機動捜査隊など最前線で犯罪捜査に挑戦する第一線部隊では、上記装備に加えて防弾チョッキ、さすまた、ストップスティック(車両強制停止装置)、レスキューハンマーなどが積み込まれ、さらにモノモノしいようです。
交通取締り用覆面パトカーの場合はさらに 、ストップメータ(自車の等速を利用して対象車両の速度を測定する装置)、パトサイン(起倒式の小型電光掲示板) 、カラーコーン や交通表示板 、後部補助警光灯 (トランクルームのトランクハッチ内側に設置。トランク開放時に屋根のパトライトが見えなくなるのでその対策) などが積み込まれています。

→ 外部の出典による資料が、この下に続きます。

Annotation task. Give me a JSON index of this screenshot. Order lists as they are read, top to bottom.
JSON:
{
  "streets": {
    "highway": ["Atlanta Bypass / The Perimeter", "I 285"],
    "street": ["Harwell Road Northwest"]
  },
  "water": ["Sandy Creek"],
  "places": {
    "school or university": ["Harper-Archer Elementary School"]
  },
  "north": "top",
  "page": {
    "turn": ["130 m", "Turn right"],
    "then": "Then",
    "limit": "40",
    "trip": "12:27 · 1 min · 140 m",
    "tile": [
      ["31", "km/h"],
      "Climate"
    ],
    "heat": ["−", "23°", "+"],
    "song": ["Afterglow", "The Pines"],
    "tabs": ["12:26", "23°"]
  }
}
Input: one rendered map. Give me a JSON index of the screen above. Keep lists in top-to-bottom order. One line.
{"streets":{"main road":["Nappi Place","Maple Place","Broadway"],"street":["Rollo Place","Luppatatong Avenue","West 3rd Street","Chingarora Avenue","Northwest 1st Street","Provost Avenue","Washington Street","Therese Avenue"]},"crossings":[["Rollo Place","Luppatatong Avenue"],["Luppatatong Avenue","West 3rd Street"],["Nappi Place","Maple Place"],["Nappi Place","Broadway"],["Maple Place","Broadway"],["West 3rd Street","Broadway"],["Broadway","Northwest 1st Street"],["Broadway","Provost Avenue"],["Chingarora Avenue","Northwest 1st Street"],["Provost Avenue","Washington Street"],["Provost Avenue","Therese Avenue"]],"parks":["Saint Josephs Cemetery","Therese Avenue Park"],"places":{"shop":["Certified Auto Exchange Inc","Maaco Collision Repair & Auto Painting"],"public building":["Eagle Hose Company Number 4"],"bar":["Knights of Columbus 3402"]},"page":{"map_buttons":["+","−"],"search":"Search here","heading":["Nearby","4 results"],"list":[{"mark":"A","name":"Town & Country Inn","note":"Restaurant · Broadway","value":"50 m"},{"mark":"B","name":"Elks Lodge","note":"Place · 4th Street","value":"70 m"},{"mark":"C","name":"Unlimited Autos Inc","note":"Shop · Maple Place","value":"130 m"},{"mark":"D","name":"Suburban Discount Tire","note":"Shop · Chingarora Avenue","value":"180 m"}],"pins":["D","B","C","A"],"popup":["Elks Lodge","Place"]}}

かつては、覆面パトカーといえば、なぜか青マットも特徴でした。
覆面パトカーの車内に潜む「偽装工作」――刑事たちの涙ぐましい努力
捜査用の覆面パトカーは、一般の車両に紛れて行動するため、いかにも「警察車両らしくない」見た目が大事。そのため、
刑事たちは日々さまざまな偽装工作を行い、覆面と気づかれないよう努力を重ねているのです。
たとえば、2008年の秋葉原無差別殺傷事件では、現場に集まった警視庁の機動捜査隊や万世橋署の捜査車両の中に、走り屋が好んで使うBLITZやHKSといったカーチューニングブランドのステッカーを貼った覆面車両が確認されました。まさに「警察っぽさ」を消すための、涙ぐましいカモフラージュです。
他にも、さまざまな「個性」を演出する小物が使われています。たとえば、ワイパースイッチにペットボトルのおまけのマスコットストラップをぶら下げたり、アニメキャラクターのフィギュアをダッシュボードに飾ったりするケースもあります。また、ハンドルに太めのカバーを取り付け、見た目を変える工夫も見られました。
札幌市内のある警察署では、レガシィ・ツーリングワゴンの覆面車両に、なんと「ドコモダケ」の人形が吊り下げられていたという話もあります。もし、赤色灯を回しながら追い抜いていくその車の運転席で、ドコモダケがユラユラと揺れていたら、少し切ない気持ちになってしまうかもしれません。
(出典:http://www2.famille.ne.jp/~mst-hide/back5/110815.html)
さらに大胆な例としては、ステップワゴンやセレナといったミニバンタイプの捜査車両に、「赤ちゃんが乗っています」というマグネットサインが貼られていたこともあります。ここまでくると、もはや普通の家族用の車と見分けがつきません。
こうした偽装は、刑事個人の工夫や「遊び心」の産物であることが多いようです。もちろん、警察本部によってはこうした装飾に厳しい内規を設けているところもあるでしょうが、静かに覆面を観察する側から見ると、こうした演出には思わず微笑んでしまう魅力があります。
とはいえ、本当に自然な偽装を目指すのであれば、車の装飾だけでなく、乗員である私服刑事の服装や雰囲気も、もっと“幸せな家族風”に寄せていくことが必要かもしれませんね。
覆面パトカーのまとめ
- 覆面パトカーは捜査用と交通取締り用の二種
- 捜査用覆面はセダンばかりではない
- 交通は制服、刑事は私服。ただしイレギュラーはありえる。
それにしても覆面パトカーとは、奥が深いものです。